James Raven, Bookscape: Geographies of Printing and Publishing in London before 1800

James Raven. Bookscape: Geographies of Printing and Publishing in London before 1800. (The Panizzi Lectures, 2010.) London: The British Library, 2014. xv, 208 p., ill. ISBN 9780712357333. £50.00 (hardback).

This important work, which has its origins in the Panizzi Lecture series delivered by James Raven at the British Library in 2010, is densely stuffed with fact: names, addresses, dates. The work of a major book historian, it paradoxically verges on being book history without the book. Raven explains that his concept of a “bookscape” takes its cue not from “the representation and use of the object (the book)” but from “its place of production, based primarily on topographical resources” (5). His aim, accordingly, is to plot the shifting contours of the London book trade of the late seventeenth and early eighteenth centuries by means of a detailed analysis of early modern tax returns, documents produced by inspectors who made an annual record of the ownership and the rental valuation of each property they visited. Raven is alert to the challenges of using this material (Chapter 2 is a cool-headed masterclass on “The Evidence”) and scrupulously correlates it with trade directories, names and locations in imprints and contemporary topographical images. The picture he reveals is at variance with many of the findings of past scholarship. Raven highlights in particular “the plasticity of occupied space” (69): it turns out that most London booksellers, publishers, printers and stationers were leaseholders rather than freeholders and that these book trade professionals held surprisingly short-term leases, frequently migrating for short periods to new premises, often nearby. As Raven points out in one of his many illuminating asides, the sign was a more valuable identity marker than the street number (66).

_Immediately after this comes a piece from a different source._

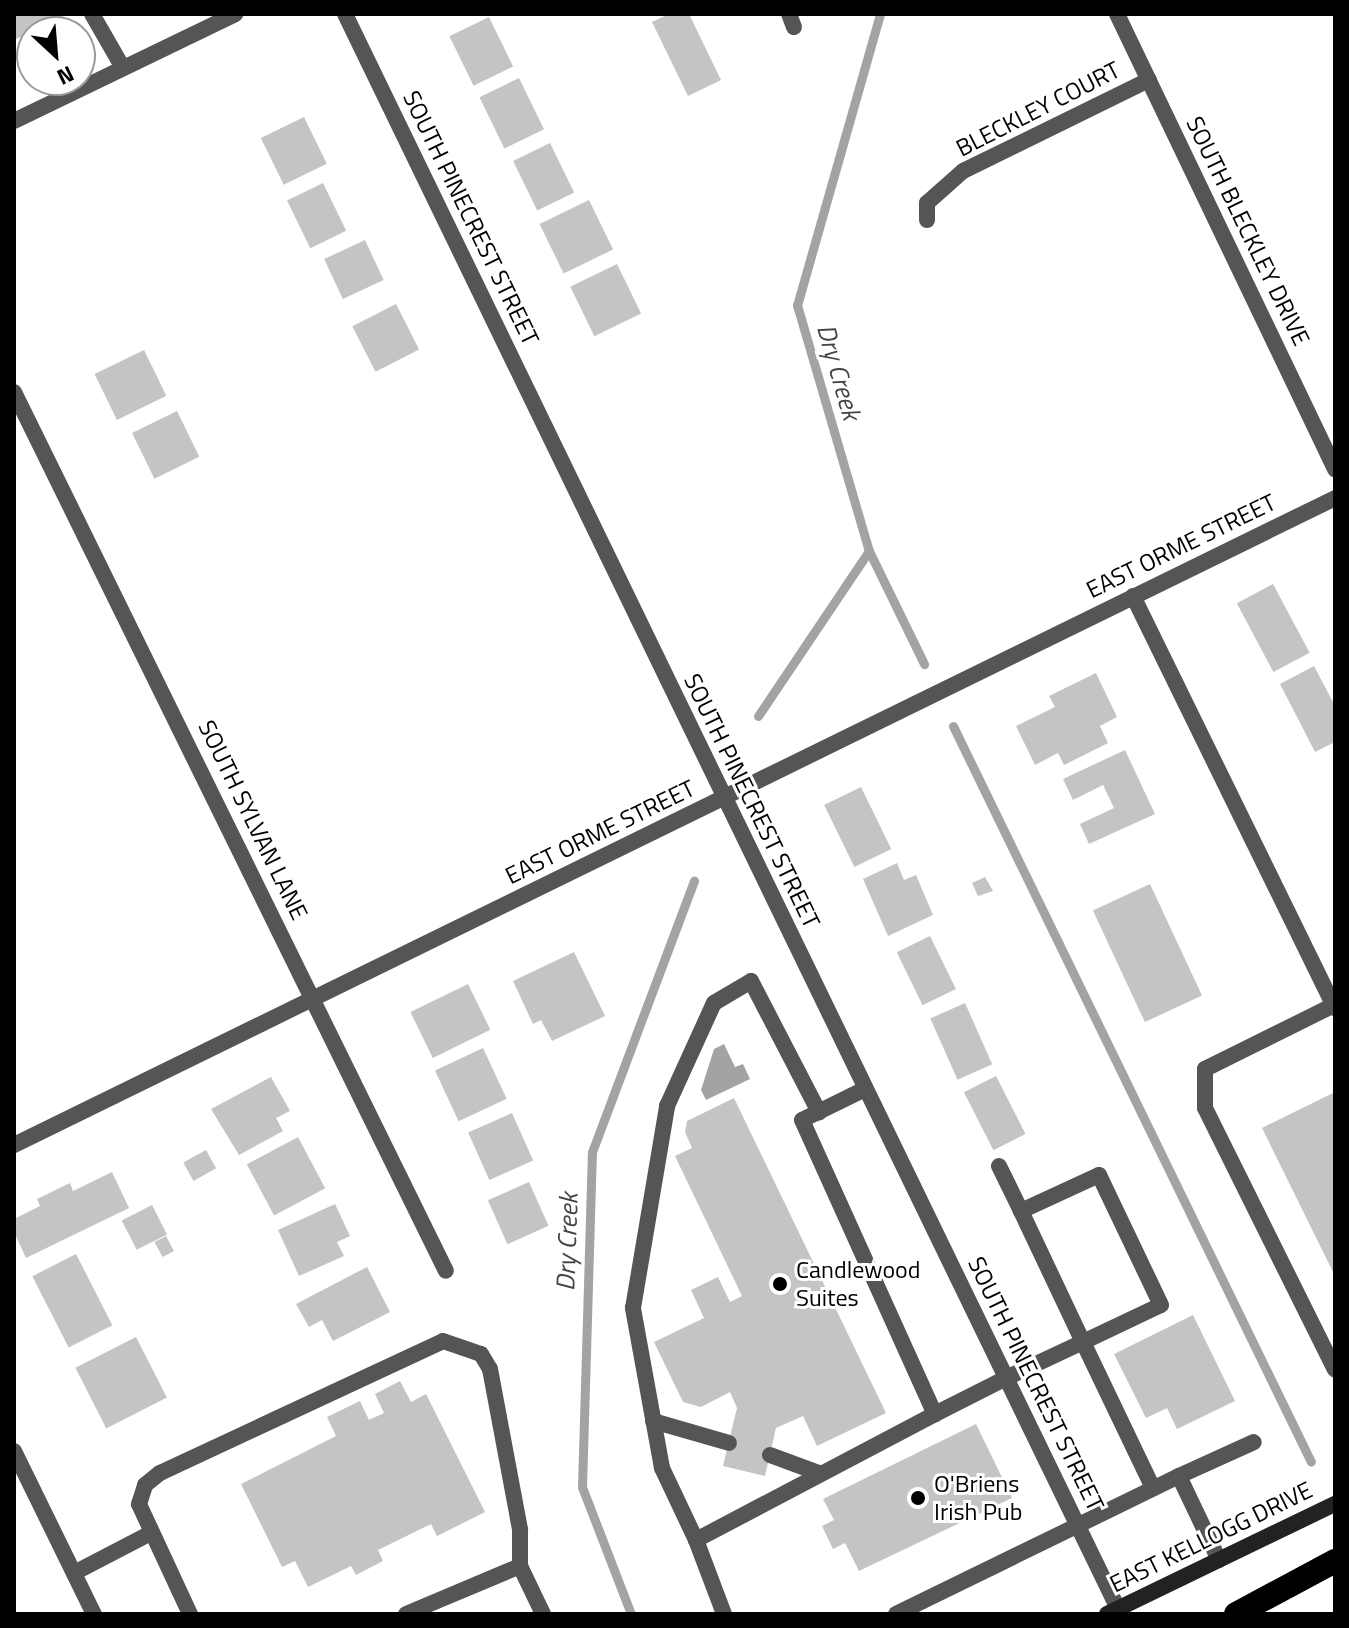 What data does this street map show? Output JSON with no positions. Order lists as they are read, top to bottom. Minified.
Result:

An introductory chapter pans across the landscape of contemporary theoretical approaches to space and place, from Pierre Nora to Bruno Latour. This stimulating tour d’horizon raised expectations in this reader that the following chapters did not bear out. There is little use of these theoretical perspectives in the rest of the volume. Raven does touch on major trends and wider contexts, but only fleetingly. The book’s focus throughout is rather on the details of property occupancy and length of publishing careers, topics on which Raven has much new information to offer. A brilliant searchlight is shone on the publishing activity in a sequence of different parts of London: the heart of the trade in Paternoster Row and St Paul’s Churchyard; Little Britain, in decline as a book centre by the mid-eighteenth century; the Cornhill and Exchange district, as concerned with small job printing or “commercial-assistance activity” (102) as with book publishing; and the maze-like alleys and courts around Fleet Street.

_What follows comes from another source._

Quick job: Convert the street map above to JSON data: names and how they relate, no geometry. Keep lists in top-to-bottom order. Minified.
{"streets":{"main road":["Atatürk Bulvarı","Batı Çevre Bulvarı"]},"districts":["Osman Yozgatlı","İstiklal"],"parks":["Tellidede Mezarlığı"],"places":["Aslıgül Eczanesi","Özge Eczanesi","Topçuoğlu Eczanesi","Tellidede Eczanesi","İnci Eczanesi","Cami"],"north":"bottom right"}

There are a healthy number of illustrations, maps and tables. The book forms a part of the ongoing “Mapping the Print Culture of Eighteenth-Century London” project, in the online manifestation of which, presumably, pictures, maps and tables will bulk larger and be more easily searchable, and in which a completer picture of publishing in the capital will be given. Within the necessarily linear structure of a monograph, Raven does his valiant best to give us as much detail as possible. Partly because of this, however, Bookscape is not an easy read. It requires a reader with a basic grasp of London topography and a reasonable competence in eighteenth-century publishing history. Things are not helped by some awkwardnesses and slips in production: black and white and colour images appear in different parts of the book but in the same numbering sequence; the running head for Chapter 2 is, erroneously, the same as for Chapter 1; the caption for the cover image has been swapped with the caption for another illustration; and the typeface is punishingly small for old eyes.